Re: Info on large tables wanted

From: Michael Austin <maustin_at_firstdbasource.com>
Date: Mon, 07 Jun 2004 13:51:46 GMT
Message-ID: <Sp_wc.4938$Uh6.4559@newssvr22.news.prodigy.com>

Romeo Olympia wrote:

> 36 million records (or even 150 million) isn't really that big a
> number. The structure even suggests that your average row length is
> quite well.. average. Of course it would help if we know your hardware
> capacity beforehand (number of CPUs, disk configuration, and memory
> which you already provided).
> 
> Your system is probably not a dedicated data warehouse but look up the
> Data Warehousing Guide for Oracle. The link below is for 9i; find the
> one for your specific version (hopefully you have at least 8i).
> 
> Oracle9i Data Warehousing Guide
> Release 2 (9.2)
> Part Number A96520-01
> http://download-west.oracle.com/docs/cd/B10501_01/server.920/a96520/toc.htm
> 
> This document will introduce you to the different methods of handling
> "large" data in Oracle. Things to pay attention to (not exhaustive):
> - Partitioning
> - Parallelization
> - Bitmap indexes (if applicable)
> - etc.
> 
> Hope that helps.
> 
> Romeo
> 
> "Markus Vohburger" <markus.vohburger_at_t-online.de> wrote in message news:<c9vumj$3e9$05$1_at_news.t-online.com>...
>

>>Hello out there!
>>
>>
>>I am just planning a new Reporting Application for a large chain of
>>bakeries. I have done already applications like this, but not with that
>>amount of Data.
>>
>>
>>Roughly, the Bakery has 120 Shops.
>>Each Bakery has about 500 Customers per Day
>>Each customer buys 2 Different Items in Average. There are about 100
>>different Items.
>>
>>so this makes
>>120*500*2 = 120000 Items bought per day
>>120000*6 = 720000 per week
>>720000*50 =36.000.000 per Year with 300 buisness days
>>
>>Raw data is delivered in the following Format
>>
>>Shop-ID Integer
>>Item-Id Integer
>>Item Amount Float
>>Item Price Float
>>Timestamp DateTime
>>
>>
>>I need to build a database where each Item is stored with the above Data, so
>>they can make Reports on when particular Items sell best eg.
>>
>>Is there a problem with tables that contain 36.000.000 records? maybe they
>>want to accumulate 5 Year of Sales Data, so this would make over 150.000.000
>>records.
>>
>>I have done several tests with about 10.000.000 Dummy Records on my test
>>machine.
>>AMD2000, 1GB Ram, Index Tablespace on a seperate harddisk and the like, the
>>response time was quite satisfactory, but will it be with 20 times the data?
>>
>>Has anybody experience with such large Tables?
HAHAHA.. large tables... HAHAAHAHA... (sorry, it's too early...)

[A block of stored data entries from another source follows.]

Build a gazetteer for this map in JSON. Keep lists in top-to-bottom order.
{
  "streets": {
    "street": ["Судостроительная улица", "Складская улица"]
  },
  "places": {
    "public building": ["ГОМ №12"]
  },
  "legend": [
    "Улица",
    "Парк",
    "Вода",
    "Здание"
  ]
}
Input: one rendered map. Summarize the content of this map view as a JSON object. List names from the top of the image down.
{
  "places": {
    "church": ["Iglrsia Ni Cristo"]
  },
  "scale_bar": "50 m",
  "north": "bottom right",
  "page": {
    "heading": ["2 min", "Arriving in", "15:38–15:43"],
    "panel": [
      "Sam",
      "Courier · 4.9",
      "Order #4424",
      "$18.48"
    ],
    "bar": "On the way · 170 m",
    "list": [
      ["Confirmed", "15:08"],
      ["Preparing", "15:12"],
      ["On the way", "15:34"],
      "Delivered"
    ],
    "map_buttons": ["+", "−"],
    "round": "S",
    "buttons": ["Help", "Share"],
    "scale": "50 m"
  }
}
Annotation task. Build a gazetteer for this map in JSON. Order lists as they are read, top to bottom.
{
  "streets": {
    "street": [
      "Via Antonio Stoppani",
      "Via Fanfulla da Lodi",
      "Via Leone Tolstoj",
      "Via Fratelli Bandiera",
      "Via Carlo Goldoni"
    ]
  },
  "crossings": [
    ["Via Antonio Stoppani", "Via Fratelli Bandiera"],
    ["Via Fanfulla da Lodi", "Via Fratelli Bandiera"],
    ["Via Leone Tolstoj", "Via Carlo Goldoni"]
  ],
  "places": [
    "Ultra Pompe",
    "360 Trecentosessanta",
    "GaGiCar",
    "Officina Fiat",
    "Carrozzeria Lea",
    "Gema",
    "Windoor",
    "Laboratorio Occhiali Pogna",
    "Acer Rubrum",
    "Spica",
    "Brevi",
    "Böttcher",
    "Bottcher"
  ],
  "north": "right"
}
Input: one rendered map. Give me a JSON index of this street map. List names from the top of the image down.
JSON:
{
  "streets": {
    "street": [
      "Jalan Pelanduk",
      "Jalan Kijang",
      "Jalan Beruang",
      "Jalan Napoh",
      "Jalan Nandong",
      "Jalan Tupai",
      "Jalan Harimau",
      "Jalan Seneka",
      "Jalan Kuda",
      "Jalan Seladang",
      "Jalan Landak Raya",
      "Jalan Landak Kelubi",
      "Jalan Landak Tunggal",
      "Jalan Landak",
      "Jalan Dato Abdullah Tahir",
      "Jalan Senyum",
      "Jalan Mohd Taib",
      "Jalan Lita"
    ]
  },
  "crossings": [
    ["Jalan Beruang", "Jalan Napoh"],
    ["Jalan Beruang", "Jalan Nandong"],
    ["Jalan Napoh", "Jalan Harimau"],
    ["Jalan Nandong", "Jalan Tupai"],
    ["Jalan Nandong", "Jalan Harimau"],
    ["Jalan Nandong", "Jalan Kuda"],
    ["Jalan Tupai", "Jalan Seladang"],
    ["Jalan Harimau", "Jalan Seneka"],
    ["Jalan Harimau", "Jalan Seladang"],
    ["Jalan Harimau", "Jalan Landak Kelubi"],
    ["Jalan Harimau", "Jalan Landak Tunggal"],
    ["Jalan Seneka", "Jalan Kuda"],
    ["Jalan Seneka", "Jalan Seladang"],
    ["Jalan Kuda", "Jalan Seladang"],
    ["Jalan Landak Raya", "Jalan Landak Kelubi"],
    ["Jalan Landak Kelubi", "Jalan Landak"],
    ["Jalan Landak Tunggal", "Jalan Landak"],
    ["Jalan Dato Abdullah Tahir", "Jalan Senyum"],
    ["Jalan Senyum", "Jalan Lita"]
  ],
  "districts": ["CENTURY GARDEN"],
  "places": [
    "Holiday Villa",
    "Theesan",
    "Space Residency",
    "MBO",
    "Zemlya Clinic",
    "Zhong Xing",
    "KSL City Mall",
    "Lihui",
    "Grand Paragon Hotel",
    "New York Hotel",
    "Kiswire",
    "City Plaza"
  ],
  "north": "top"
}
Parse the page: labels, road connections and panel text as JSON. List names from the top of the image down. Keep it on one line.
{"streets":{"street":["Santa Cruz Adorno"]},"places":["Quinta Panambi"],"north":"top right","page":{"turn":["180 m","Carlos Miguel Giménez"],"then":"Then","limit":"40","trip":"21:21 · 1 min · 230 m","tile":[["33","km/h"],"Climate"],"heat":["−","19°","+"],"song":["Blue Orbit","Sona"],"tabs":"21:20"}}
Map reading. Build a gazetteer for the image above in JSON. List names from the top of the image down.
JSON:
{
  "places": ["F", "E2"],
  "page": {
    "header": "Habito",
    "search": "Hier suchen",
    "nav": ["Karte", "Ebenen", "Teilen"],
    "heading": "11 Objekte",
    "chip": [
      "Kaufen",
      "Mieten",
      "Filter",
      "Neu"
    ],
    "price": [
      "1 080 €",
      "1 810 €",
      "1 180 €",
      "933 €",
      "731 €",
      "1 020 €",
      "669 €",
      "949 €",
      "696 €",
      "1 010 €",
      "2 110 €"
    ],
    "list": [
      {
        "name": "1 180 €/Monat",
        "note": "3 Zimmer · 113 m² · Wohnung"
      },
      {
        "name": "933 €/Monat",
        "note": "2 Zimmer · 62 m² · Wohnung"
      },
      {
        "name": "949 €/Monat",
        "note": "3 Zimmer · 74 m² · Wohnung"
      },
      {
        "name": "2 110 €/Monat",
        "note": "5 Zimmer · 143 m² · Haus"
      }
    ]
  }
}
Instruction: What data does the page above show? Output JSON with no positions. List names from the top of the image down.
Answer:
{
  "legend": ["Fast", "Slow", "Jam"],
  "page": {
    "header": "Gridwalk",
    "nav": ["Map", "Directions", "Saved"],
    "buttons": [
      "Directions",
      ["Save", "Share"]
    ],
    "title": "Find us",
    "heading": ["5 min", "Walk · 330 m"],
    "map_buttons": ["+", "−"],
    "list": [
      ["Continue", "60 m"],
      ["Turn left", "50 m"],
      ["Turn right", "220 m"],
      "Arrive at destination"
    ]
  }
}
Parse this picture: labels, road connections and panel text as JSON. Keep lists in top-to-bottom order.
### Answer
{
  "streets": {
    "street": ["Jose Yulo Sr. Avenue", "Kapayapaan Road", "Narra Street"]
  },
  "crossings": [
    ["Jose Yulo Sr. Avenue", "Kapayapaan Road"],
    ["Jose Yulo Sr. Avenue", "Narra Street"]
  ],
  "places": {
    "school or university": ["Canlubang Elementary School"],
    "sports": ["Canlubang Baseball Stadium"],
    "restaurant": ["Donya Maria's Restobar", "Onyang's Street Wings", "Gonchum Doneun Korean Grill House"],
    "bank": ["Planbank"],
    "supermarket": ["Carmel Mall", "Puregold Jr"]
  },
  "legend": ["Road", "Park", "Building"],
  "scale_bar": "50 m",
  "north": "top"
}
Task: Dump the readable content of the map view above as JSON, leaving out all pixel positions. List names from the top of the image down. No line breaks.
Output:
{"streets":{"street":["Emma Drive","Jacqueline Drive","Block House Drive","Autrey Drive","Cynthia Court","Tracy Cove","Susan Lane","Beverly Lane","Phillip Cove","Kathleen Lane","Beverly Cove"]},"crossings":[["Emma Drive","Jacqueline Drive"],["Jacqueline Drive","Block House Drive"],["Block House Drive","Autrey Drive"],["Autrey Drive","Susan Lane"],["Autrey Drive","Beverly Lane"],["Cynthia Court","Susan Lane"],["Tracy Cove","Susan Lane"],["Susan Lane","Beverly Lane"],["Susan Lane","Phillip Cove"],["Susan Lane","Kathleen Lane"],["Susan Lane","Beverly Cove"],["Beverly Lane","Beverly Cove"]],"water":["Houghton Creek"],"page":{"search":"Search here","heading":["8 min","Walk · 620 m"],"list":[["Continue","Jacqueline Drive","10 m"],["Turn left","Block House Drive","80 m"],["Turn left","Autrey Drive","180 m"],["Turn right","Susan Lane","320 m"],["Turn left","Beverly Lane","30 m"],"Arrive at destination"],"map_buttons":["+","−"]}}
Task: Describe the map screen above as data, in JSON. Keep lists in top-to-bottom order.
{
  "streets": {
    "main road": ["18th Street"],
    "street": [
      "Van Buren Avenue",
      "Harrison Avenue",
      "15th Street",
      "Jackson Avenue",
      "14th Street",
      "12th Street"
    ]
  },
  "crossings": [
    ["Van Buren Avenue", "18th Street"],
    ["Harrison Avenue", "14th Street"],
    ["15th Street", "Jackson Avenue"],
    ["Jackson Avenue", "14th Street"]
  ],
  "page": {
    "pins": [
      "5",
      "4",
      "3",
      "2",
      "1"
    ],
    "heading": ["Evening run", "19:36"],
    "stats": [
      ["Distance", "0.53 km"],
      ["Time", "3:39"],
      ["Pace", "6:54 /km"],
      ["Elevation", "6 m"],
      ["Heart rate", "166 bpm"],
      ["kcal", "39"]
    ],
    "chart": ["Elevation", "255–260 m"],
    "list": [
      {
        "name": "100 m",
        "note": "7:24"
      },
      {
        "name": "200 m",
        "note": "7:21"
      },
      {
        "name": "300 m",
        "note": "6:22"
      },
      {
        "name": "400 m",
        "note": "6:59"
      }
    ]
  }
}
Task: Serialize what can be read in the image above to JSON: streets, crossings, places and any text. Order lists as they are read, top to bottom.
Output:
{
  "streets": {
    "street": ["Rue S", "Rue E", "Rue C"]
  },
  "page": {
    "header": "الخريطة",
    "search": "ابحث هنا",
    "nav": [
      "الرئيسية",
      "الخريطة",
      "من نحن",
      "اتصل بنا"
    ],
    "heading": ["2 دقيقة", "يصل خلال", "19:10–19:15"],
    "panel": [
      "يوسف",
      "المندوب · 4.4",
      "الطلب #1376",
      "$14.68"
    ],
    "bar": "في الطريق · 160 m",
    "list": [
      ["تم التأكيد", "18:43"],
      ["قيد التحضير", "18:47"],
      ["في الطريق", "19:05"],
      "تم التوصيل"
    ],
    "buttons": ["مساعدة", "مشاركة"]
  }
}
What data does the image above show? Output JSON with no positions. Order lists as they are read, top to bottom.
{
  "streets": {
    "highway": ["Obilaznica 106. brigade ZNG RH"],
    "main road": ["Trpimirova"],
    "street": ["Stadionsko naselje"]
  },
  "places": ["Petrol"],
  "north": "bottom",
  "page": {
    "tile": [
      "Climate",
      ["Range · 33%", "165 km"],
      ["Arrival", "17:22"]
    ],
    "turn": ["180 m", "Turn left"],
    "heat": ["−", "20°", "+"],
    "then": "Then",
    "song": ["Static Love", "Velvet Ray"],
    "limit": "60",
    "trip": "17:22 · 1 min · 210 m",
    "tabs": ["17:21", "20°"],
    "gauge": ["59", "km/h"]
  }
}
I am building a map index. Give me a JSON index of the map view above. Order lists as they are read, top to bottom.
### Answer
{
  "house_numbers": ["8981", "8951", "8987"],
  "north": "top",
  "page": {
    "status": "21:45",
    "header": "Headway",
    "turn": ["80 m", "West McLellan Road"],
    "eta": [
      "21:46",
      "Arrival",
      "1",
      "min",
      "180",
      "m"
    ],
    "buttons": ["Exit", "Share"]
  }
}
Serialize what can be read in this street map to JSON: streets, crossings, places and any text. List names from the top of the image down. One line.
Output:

I agree with Romeo, 36M records/year is nothing... 350M/day at ~36GB/day is only somewhat medium sized!! 150GB/day is approaching big. If my byte count is close, you are only looking at approximately 4.6GB/year.

>>How big are your Databases (number of Records)
I had one database at 91.2B records/year with very small record sizes totalling ~13.4TB/year in data storage (plus index and reference tables)

>>What machines do you use?

Certainly not a PC. But in your case, it may be sufficient provided you have a couple of mirrored 36GB drive for data and index. I would definitely use some sort of SCSI controller-based RAID for redundancy. I would consider some UNIX or UNIX derivative (ie Linux) Or if you want to use a REAL system, Alpha/OpenVMS. :) I just couldn't resist.
>>
>>Any comments welcome!

The key to extracting data will be how you "mine" the data. By date, by shop id, etc... and ensure the appropriate indexing for each. As Romeo also stated, for reporting performance on a per bakery id, consider partitioning (data and index), this will achieve one other side benefit of potentially improving loads by allowing multiple jobs applying data concurrently. If you have 150 stores, depending on the run time per store, this could be a significant time savings -- especially if you have more than one CPU.

With volumes, this low, you shouldn't have too many performance issues...

>>
>>regards
>>MV

Michael Austin. Received on Mon Jun 07 2004 - 08:51:46 CDT